Most of these are predictable, but I would not have guessed the code for Reykjavik or Cape Town. I found these by using the command InputForm and entering the entities as above.

I found the distance from Cairo to each of the other cities with

    Table[GeoDistance[cities[[1]], cities[[i]]], {i, 2, 8}]

and the distances from the cities to their neighbors with

    Table[GeoDistance[cities[[i]], cities[[i + 1]]], {i, 2, 7}]
    GeoDistance[cities[[8]], cities[[2]]]

Drawing the plot

Now that we’ve got the data, how do we draw the plot?

Let’s put Cairo at the origin. First we draw a line from Cairo to Delhi. We might as well put Delhi on the x-axis to make things simple.

Next we need to plot Moscow.
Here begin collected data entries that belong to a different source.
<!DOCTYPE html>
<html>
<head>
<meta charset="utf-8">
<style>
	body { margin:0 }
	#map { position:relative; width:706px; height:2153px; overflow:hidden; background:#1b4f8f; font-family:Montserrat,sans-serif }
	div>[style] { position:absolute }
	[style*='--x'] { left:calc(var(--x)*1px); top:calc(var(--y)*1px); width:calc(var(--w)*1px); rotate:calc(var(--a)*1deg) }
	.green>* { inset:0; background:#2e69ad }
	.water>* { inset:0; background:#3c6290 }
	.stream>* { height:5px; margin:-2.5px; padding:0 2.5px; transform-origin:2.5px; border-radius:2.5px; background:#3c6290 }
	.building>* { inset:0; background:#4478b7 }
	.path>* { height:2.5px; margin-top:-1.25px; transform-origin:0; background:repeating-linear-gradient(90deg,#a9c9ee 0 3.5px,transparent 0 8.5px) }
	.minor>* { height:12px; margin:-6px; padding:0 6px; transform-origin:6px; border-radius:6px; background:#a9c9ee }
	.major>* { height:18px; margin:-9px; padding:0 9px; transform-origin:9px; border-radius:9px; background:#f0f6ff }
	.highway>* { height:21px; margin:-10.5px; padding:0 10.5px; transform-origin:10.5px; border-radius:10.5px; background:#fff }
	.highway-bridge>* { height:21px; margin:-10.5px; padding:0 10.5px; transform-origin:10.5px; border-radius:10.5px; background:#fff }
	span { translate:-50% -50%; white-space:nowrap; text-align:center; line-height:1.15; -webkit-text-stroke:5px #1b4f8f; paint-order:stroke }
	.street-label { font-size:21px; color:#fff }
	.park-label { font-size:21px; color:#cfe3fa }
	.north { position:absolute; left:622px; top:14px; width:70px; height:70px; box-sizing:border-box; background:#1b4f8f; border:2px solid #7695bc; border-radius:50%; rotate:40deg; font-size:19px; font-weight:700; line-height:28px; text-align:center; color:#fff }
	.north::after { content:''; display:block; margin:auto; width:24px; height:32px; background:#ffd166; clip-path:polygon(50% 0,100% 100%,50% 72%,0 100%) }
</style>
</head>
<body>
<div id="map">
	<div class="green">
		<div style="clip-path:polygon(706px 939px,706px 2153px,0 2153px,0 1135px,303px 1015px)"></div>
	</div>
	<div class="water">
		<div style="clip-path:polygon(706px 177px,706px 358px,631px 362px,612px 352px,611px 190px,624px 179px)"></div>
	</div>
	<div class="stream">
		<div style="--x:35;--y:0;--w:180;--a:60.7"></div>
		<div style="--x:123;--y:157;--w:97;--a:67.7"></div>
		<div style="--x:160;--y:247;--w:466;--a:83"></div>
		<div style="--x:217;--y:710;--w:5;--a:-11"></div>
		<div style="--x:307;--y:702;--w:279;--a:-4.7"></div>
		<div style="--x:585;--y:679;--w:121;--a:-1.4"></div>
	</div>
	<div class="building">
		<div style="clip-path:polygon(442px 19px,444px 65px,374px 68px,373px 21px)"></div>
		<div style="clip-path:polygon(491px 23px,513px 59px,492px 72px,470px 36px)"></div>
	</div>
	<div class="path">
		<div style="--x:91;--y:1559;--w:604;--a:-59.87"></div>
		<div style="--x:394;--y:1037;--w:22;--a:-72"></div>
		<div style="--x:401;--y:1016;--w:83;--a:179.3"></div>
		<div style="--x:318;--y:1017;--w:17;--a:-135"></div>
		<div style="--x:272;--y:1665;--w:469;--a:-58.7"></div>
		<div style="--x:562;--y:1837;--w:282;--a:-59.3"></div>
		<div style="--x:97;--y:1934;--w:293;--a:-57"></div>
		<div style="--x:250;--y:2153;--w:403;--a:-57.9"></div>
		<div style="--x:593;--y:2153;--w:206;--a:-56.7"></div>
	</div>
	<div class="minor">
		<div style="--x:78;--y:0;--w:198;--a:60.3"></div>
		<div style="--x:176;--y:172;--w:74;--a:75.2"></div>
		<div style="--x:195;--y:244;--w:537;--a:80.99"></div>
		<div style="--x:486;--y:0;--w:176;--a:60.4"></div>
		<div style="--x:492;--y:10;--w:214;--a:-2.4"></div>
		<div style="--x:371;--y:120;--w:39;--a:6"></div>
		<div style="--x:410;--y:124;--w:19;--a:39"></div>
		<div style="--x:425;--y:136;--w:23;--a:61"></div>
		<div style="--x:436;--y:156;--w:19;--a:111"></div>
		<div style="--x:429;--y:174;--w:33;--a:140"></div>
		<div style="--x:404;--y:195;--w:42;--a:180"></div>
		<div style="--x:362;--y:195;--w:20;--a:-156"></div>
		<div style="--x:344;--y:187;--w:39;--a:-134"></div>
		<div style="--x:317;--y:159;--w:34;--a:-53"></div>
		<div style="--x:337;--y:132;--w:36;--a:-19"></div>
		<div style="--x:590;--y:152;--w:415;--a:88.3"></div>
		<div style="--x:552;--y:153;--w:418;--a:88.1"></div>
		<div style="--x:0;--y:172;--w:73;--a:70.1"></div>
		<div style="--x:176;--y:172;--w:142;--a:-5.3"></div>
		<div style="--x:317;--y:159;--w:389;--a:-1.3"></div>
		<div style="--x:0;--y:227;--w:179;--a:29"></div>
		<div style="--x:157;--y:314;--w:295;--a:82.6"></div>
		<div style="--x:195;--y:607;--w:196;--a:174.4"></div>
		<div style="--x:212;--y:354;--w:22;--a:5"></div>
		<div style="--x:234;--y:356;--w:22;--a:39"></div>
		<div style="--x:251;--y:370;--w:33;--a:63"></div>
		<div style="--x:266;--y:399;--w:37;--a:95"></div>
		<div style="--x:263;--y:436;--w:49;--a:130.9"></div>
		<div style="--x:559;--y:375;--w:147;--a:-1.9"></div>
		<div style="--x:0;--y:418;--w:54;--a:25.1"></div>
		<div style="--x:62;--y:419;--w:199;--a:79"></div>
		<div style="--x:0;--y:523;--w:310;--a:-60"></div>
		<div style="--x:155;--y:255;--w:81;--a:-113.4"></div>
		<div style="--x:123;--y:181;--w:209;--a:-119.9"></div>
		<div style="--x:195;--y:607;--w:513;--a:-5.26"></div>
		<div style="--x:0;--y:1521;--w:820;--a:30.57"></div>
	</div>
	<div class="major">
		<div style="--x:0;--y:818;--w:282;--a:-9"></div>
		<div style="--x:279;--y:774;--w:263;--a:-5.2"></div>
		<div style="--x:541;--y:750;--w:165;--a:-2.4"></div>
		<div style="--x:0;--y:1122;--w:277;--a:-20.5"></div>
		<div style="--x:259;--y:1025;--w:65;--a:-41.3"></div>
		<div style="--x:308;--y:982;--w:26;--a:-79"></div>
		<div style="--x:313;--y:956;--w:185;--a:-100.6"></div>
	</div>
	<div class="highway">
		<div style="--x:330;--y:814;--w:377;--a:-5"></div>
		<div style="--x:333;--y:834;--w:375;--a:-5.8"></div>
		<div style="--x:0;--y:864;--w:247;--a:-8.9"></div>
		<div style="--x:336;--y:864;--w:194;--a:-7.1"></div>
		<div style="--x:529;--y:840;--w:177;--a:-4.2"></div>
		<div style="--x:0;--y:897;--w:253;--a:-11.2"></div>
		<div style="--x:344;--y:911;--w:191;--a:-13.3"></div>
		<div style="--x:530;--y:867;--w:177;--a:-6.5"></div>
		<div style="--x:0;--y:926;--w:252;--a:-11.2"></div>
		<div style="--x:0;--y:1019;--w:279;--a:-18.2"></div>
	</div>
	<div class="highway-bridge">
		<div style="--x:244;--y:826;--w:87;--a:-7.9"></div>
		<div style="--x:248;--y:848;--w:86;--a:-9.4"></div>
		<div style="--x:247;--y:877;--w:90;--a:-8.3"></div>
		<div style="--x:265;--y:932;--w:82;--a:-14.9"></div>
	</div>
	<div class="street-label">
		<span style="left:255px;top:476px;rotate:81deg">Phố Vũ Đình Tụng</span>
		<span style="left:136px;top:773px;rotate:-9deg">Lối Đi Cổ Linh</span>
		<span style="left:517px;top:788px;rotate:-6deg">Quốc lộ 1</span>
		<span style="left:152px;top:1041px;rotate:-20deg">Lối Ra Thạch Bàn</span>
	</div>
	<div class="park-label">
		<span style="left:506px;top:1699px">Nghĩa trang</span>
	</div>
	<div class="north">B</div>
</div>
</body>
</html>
We know the distance R1 from Cairo to Moscow, and the distance R2 from Delhi to Moscow. So imagine drawing a circle of radius R1 centered at Cairo and a circle of radius R1 centered at Delhi. Moscow is located where the two circles intersect. The previous post shows how to find the intersection of circles.

The two circles intersect in at two points, so which do we choose? We choose the intersection point that preserves the orientation of the original graph (and the globe). As we go through the cities in counterclockwise order, the cross product of the previous line to the next line should have positive z component.
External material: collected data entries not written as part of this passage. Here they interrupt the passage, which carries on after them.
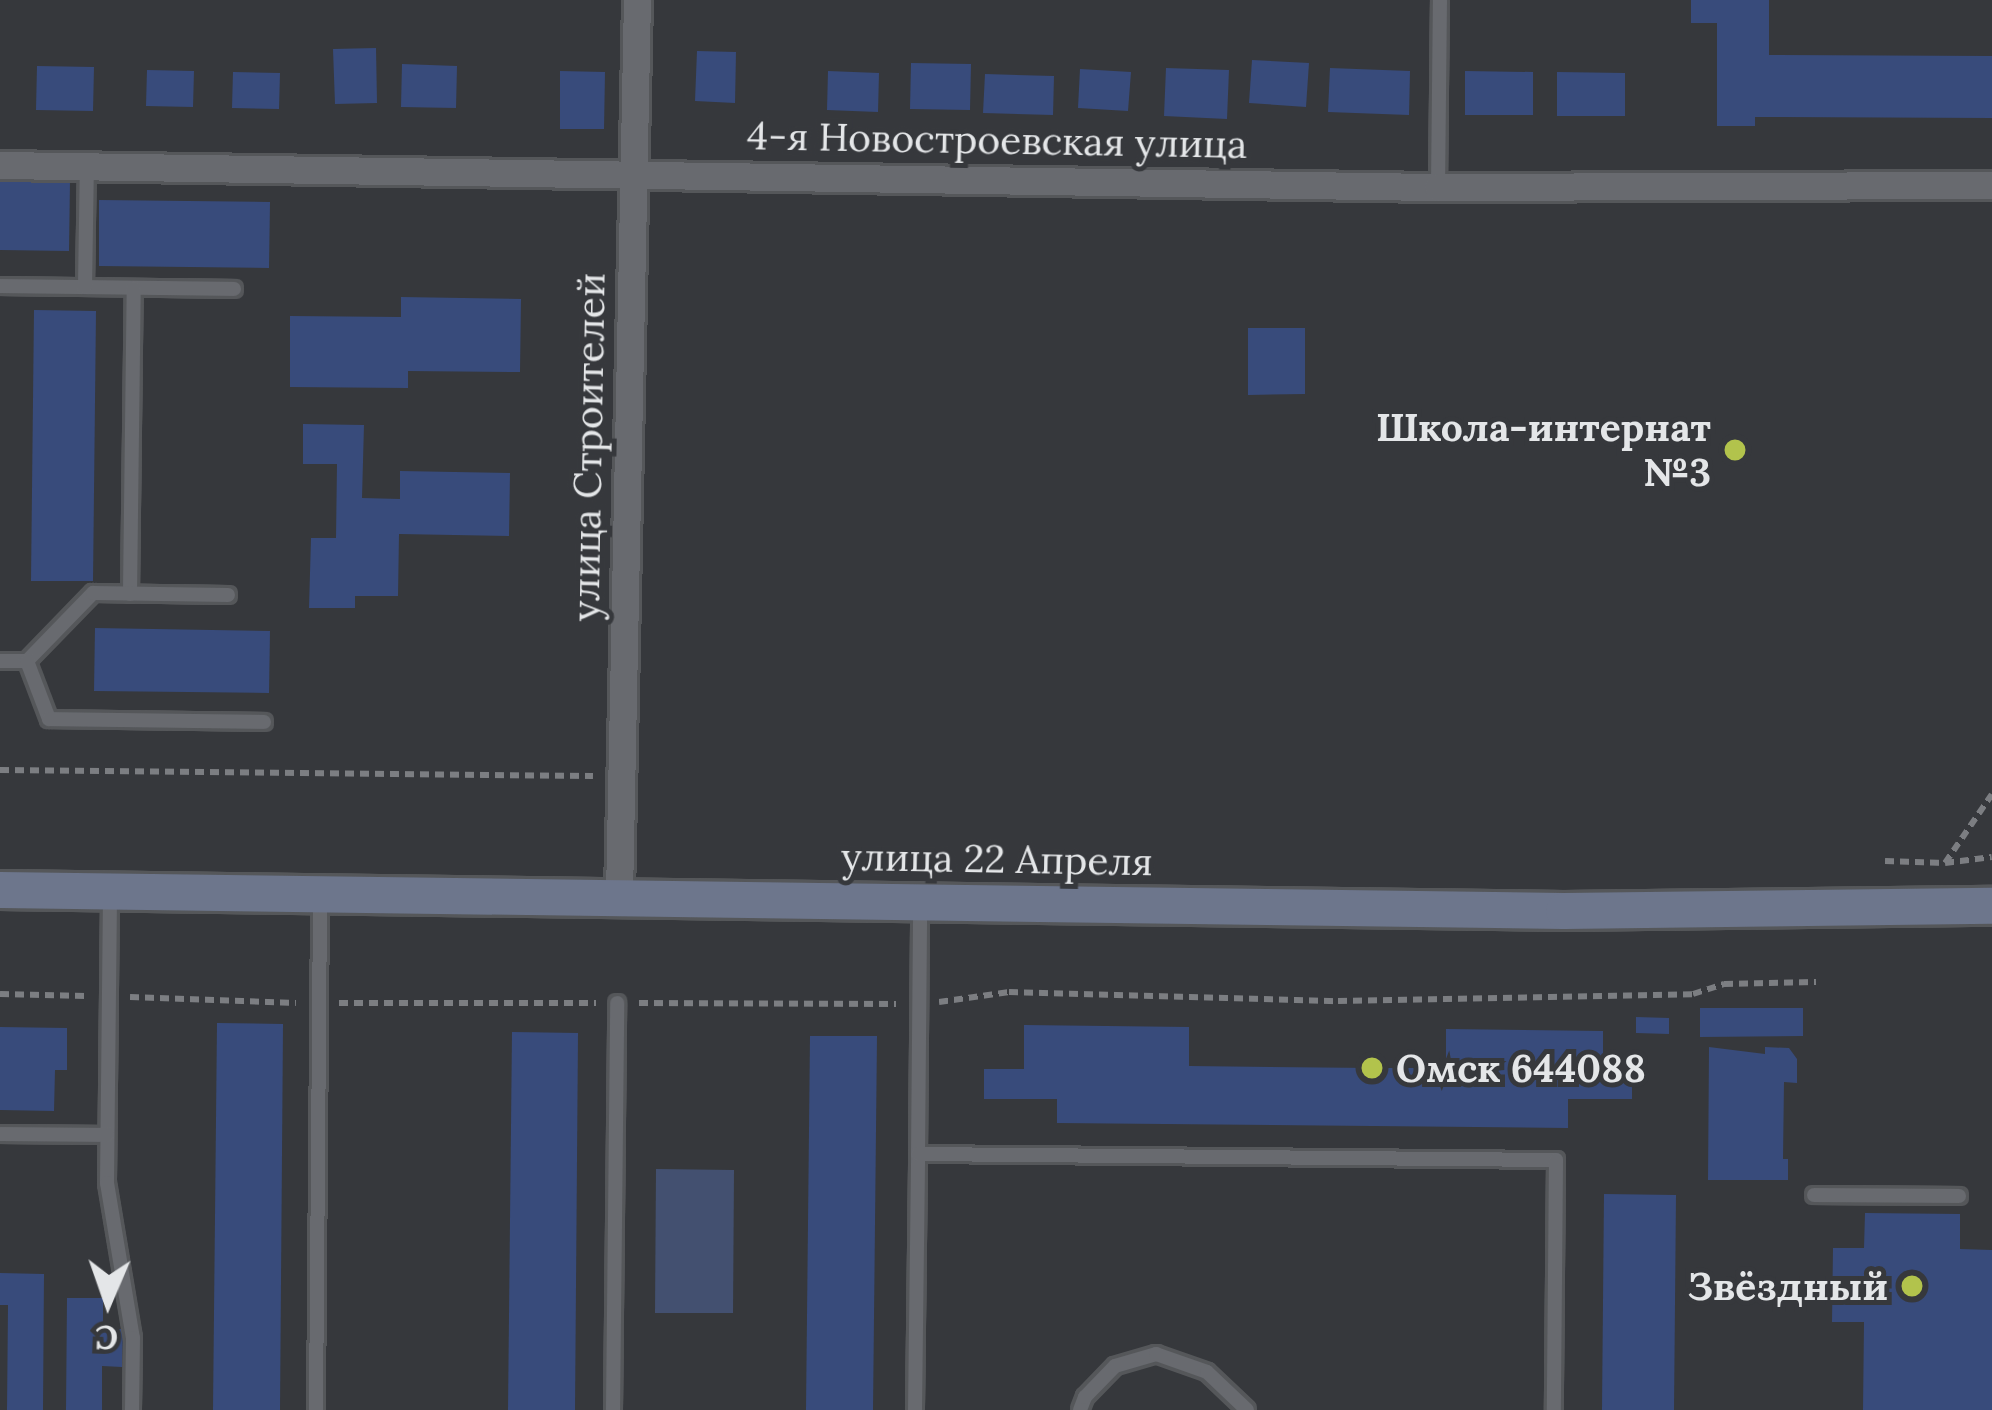 <!DOCTYPE html>
<meta charset="utf-8">
<style>
body{margin:0}
#map{position:relative;width:1992px;height:1410px;overflow:hidden;background:#36383c;font-family:Lora,serif}
div>[style]{position:absolute}
[style*='--x']{left:calc(var(--x)*1px);top:calc(var(--y)*1px);width:calc(var(--w)*1px);rotate:calc(var(--a)*1deg)}
.green>*{inset:0;background:#435070}
.building>*{inset:0;background:#384b7b}
.path>*{height:6px;margin-top:-3px;transform-origin:0;background:repeating-linear-gradient(90deg,#7c7e82 0 9px,transparent 0 15px)}
.roads{filter:drop-shadow(3px 0 #55575a) drop-shadow(-3px 0 #55575a) drop-shadow(0 3px #55575a) drop-shadow(0 -3px #55575a)}
.lane>*{height:14px;margin:-7px;padding:0 7px;transform-origin:7px;border-radius:7px;background:#686a6f}
.street>*{height:27px;margin:-13.5px;padding:0 13.5px;transform-origin:13.5px;border-radius:13.5px;background:#686a6f}
.secondary>*{height:36px;margin:-18px;padding:0 18px;transform-origin:18px;border-radius:18px;background:#6d768c}
.dots>*{width:33px;height:33px;translate:-50% -50%;box-sizing:border-box;border:6px solid #36383c;border-radius:50%}
span{translate:-50% -50%;white-space:nowrap;text-align:center;line-height:1.15;-webkit-text-stroke:10px #36383c;paint-order:stroke}
.street-label{font-size:39px;color:#e4e6e8}
.poi-label{font-size:39px;color:#e4e6e8;font-weight:700}
.right{translate:-100% -50%;text-align:right}
.left{translate:0 -50%;text-align:left}
.north{position:absolute;left:48px;top:1242px;width:120px;height:120px;-webkit-text-stroke:9px #36383c;paint-order:stroke;rotate:182deg;font-size:33px;font-weight:700;line-height:48px;text-align:center;color:#e4e6e8}
.north::after{content:'';display:block;margin:auto;width:42px;height:54px;background:#e4e6e8;clip-path:polygon(50% 0,100% 100%,50% 72%,0 100%)}
</style>
<div id="map">
<div class="green">
<i style="clip-path:polygon(656px 1169px,734px 1170px,733px 1313px,655px 1313px)"></i>
</div>
<div class="building">
<i style="clip-path:polygon(1691px 0,1769px 0,1769px 55px,1992px 56px,1992px 118px,1755px 117px,1755px 126px,1717px 126px,1717px 23px,1691px 23px)"></i>
<i style="clip-path:polygon(376px 48px,377px 103px,335px 104px,333px 49px)"></i>
<i style="clip-path:polygon(697px 51px,736px 52px,735px 103px,695px 101px)"></i>
<i style="clip-path:polygon(1252px 60px,1309px 63px,1306px 107px,1249px 103px)"></i>
<i style="clip-path:polygon(911px 63px,971px 64px,970px 110px,910px 109px)"></i>
<i style="clip-path:polygon(402px 64px,457px 66px,456px 108px,401px 107px)"></i>
<i style="clip-path:polygon(37px 66px,94px 67px,93px 111px,36px 110px)"></i>
<i style="clip-path:polygon(1166px 68px,1229px 70px,1227px 119px,1164px 116px)"></i>
<i style="clip-path:polygon(1330px 68px,1410px 71px,1409px 115px,1328px 112px)"></i>
<i style="clip-path:polygon(1080px 69px,1131px 72px,1128px 111px,1078px 108px)"></i>
<i style="clip-path:polygon(147px 70px,194px 71px,193px 107px,146px 106px)"></i>
<i style="clip-path:polygon(560px 71px,605px 72px,604px 129px,560px 129px)"></i>
<i style="clip-path:polygon(828px 71px,879px 73px,878px 112px,827px 110px)"></i>
<i style="clip-path:polygon(1465px 71px,1533px 72px,1533px 115px,1465px 115px)"></i>
<i style="clip-path:polygon(233px 72px,280px 73px,279px 109px,232px 108px)"></i>
<i style="clip-path:polygon(1557px 72px,1625px 73px,1625px 116px,1557px 116px)"></i>
<i style="clip-path:polygon(985px 74px,1054px 76px,1053px 115px,983px 113px)"></i>
<i style="clip-path:polygon(0 180px,70px 180px,69px 251px,0 250px)"></i>
<i style="clip-path:polygon(99px 200px,270px 202px,269px 268px,99px 266px)"></i>
<i style="clip-path:polygon(401px 297px,521px 299px,520px 372px,408px 371px,408px 388px,290px 387px,290px 316px,401px 317px)"></i>
<i style="clip-path:polygon(34px 310px,96px 311px,93px 581px,31px 581px)"></i>
<i style="clip-path:polygon(1248px 328px,1305px 328px,1305px 394px,1248px 395px)"></i>
<i style="clip-path:polygon(303px 424px,364px 425px,362px 498px,400px 499px,400px 471px,510px 473px,509px 536px,399px 534px,398px 596px,355px 596px,355px 608px,309px 608px,311px 538px,336px 538px,337px 464px,303px 464px)"></i>
<i style="clip-path:polygon(95px 628px,270px 631px,269px 693px,94px 691px)"></i>
<i style="clip-path:polygon(1700px 1008px,1803px 1008px,1803px 1036px,1700px 1037px)"></i>
<i style="clip-path:polygon(1636px 1017px,1669px 1018px,1669px 1034px,1636px 1033px)"></i>
<i style="clip-path:polygon(217px 1023px,283px 1024px,280px 1410px,213px 1410px)"></i>
<i style="clip-path:polygon(1024px 1025px,1189px 1027px,1189px 1066px,1372px 1068px,1446px 1068px,1446px 1029px,1603px 1031px,1603px 1075px,1632px 1073px,1632px 1099px,1568px 1099px,1568px 1128px,1057px 1123px,1057px 1099px,984px 1099px,984px 1069px,1024px 1069px)"></i>
<i style="clip-path:polygon(0 1027px,67px 1028px,67px 1070px,55px 1070px,54px 1111px,0 1110px)"></i>
<i style="clip-path:polygon(512px 1032px,578px 1033px,575px 1410px,508px 1410px)"></i>
<i style="clip-path:polygon(810px 1036px,877px 1036px,873px 1410px,806px 1410px)"></i>
<i style="clip-path:polygon(1709px 1047px,1765px 1054px,1765px 1047px,1789px 1048px,1797px 1059px,1797px 1083px,1784px 1082px,1783px 1159px,1788px 1159px,1788px 1180px,1708px 1180px)"></i>
<i style="clip-path:polygon(1604px 1194px,1676px 1195px,1674px 1410px,1602px 1410px)"></i>
<i style="clip-path:polygon(1865px 1213px,1960px 1214px,1960px 1249px,1992px 1250px,1992px 1410px,1863px 1410px,1864px 1322px,1832px 1322px,1833px 1248px,1864px 1248px)"></i>
<i style="clip-path:polygon(0 1273px,44px 1274px,43px 1410px,7px 1410px,8px 1305px,0 1305px)"></i>
<i style="clip-path:polygon(67px 1298px,103px 1298px,103px 1329px,123px 1329px,122px 1367px,102px 1366px,102px 1410px,66px 1410px)"></i>
</div>
<div class="path">
<i style="--x:0;--y:770;--w:593;--a:0.58"></i>
<i style="--x:1885;--y:861;--w:60;--a:1.9"></i>
<i style="--x:1945;--y:863;--w:47;--a:-7.3"></i>
<i style="--x:1945;--y:863;--w:83;--a:-55.7"></i>
<i style="--x:0;--y:994;--w:86;--a:1.3"></i>
<i style="--x:130;--y:997;--w:166;--a:2.1"></i>
<i style="--x:939;--y:1002;--w:71;--a:-8.1"></i>
<i style="--x:1009;--y:992;--w:329;--a:1.6"></i>
<i style="--x:1338;--y:1001;--w:355;--a:-1.1"></i>
<i style="--x:1693;--y:994;--w:33;--a:-18"></i>
<i style="--x:1724;--y:984;--w:92;--a:-1.2"></i>
<i style="--x:339;--y:1003;--w:257;--a:0"></i>
<i style="--x:639;--y:1003;--w:257;--a:0.2"></i>
</div>
<div class="roads">
<div class="lane">
<i style="--x:1438;--y:187;--w:187;--a:-89.4"></i>
<i style="--x:0;--y:286;--w:234;--a:0.7"></i>
<i style="--x:85;--y:287;--w:121;--a:-89.1"></i>
<i style="--x:130;--y:594;--w:306;--a:-89.3"></i>
<i style="--x:0;--y:661;--w:27;--a:0"></i>
<i style="--x:27;--y:661;--w:95;--a:-45.9"></i>
<i style="--x:93;--y:593;--w:135;--a:0.8"></i>
<i style="--x:27;--y:661;--w:62;--a:69.2"></i>
<i style="--x:49;--y:719;--w:215;--a:0.8"></i>
<i style="--x:110;--y:896;--w:287;--a:90.6"></i>
<i style="--x:107;--y:1183;--w:157;--a:80.5"></i>
<i style="--x:133;--y:1338;--w:72;--a:90.8"></i>
<i style="--x:0;--y:1134;--w:107;--a:0.5"></i>
<i style="--x:918;--y:1154;--w:247;--a:-89.5"></i>
<i style="--x:1814;--y:1195;--w:145;--a:0.4"></i>
<i style="--x:316;--y:1410;--w:512;--a:-89.55"></i>
<i style="--x:613;--y:1410;--w:407;--a:-89.4"></i>
<i style="--x:915;--y:1410;--w:256;--a:-89.3"></i>
<i style="--x:918;--y:1154;--w:638;--a:0.54"></i>
<i style="--x:1556;--y:1160;--w:250;--a:90.5"></i>
<i style="--x:1080;--y:1410;--w:14;--a:-69"></i>
<i style="--x:1085;--y:1397;--w:43;--a:-45.9"></i>
<i style="--x:1115;--y:1366;--w:43;--a:-16.3"></i>
<i style="--x:1156;--y:1354;--w:54;--a:19.4"></i>
<i style="--x:1207;--y:1372;--w:55;--a:43.5"></i>
</div>
<div class="street">
<i style="--x:0;--y:165;--w:1438;--a:0.88"></i>
<i style="--x:1438;--y:187;--w:554;--a:-0.21"></i>
<i style="--x:619;--y:895;--w:895;--a:-88.85"></i>
</div>
<div class="secondary">
<i style="--x:0;--y:890;--w:1564;--a:0.77"></i>
<i style="--x:1564;--y:911;--w:428;--a:-0.7"></i>
</div>
</div>
<div class="dots">
<i style="left:1735px;top:450px;background:#b2c34c"></i>
<i style="left:1372px;top:1068px;background:#b2c34c"></i>
<i style="left:1912px;top:1286px;background:#b2c34c"></i>
</div>
<div class="street-label">
<span style="left:997px;top:140px;rotate:1deg">4-я Новостроевская улица</span>
<span style="left:588px;top:447px;rotate:-89deg">улица Строителей</span>
<span style="left:997px;top:859px;rotate:1deg">улица 22 Апреля</span>
</div>
<div class="poi-label">
<span class="right" style="left:1711px;top:450px">Школа-интернат<br>№3</span>
<span class="left" style="left:1396px;top:1068px">Омск 644088</span>
<span class="right" style="left:1888px;top:1286px">Звёздный</span>
</div>
<div class="north">С</div>
</div>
This shows that the original graph was not to scale, though the gap between triangles was approximately to scale. In hindsight this should have been obvious: Brussels and Reykjavik are much closer to each other than Capetown and New York are.

The gap

Why the gap? Because the earth is curved at Cairo (and everywhere else). If the earth were flat, the triangles would fit together without any gaps.

There’s no gap when you take spherical triangles on the globe. But even though the triangles preserve length when projected to the plane, they cannot preserve angles too. The sum of the angles in a spherical triangle adds up to more than 180°, and the amount by which the sum exceeds 180° is proportional to the size of the spherical triangle. Since the angles of triangles in the plane do add up to 180°, each flat triangle fails to capture a bit of the corresponding spherical triangles, and the failures add up to the gap we see in the image.

[1] Gravitation by Misner, Thorne, and Wheeler. 1973.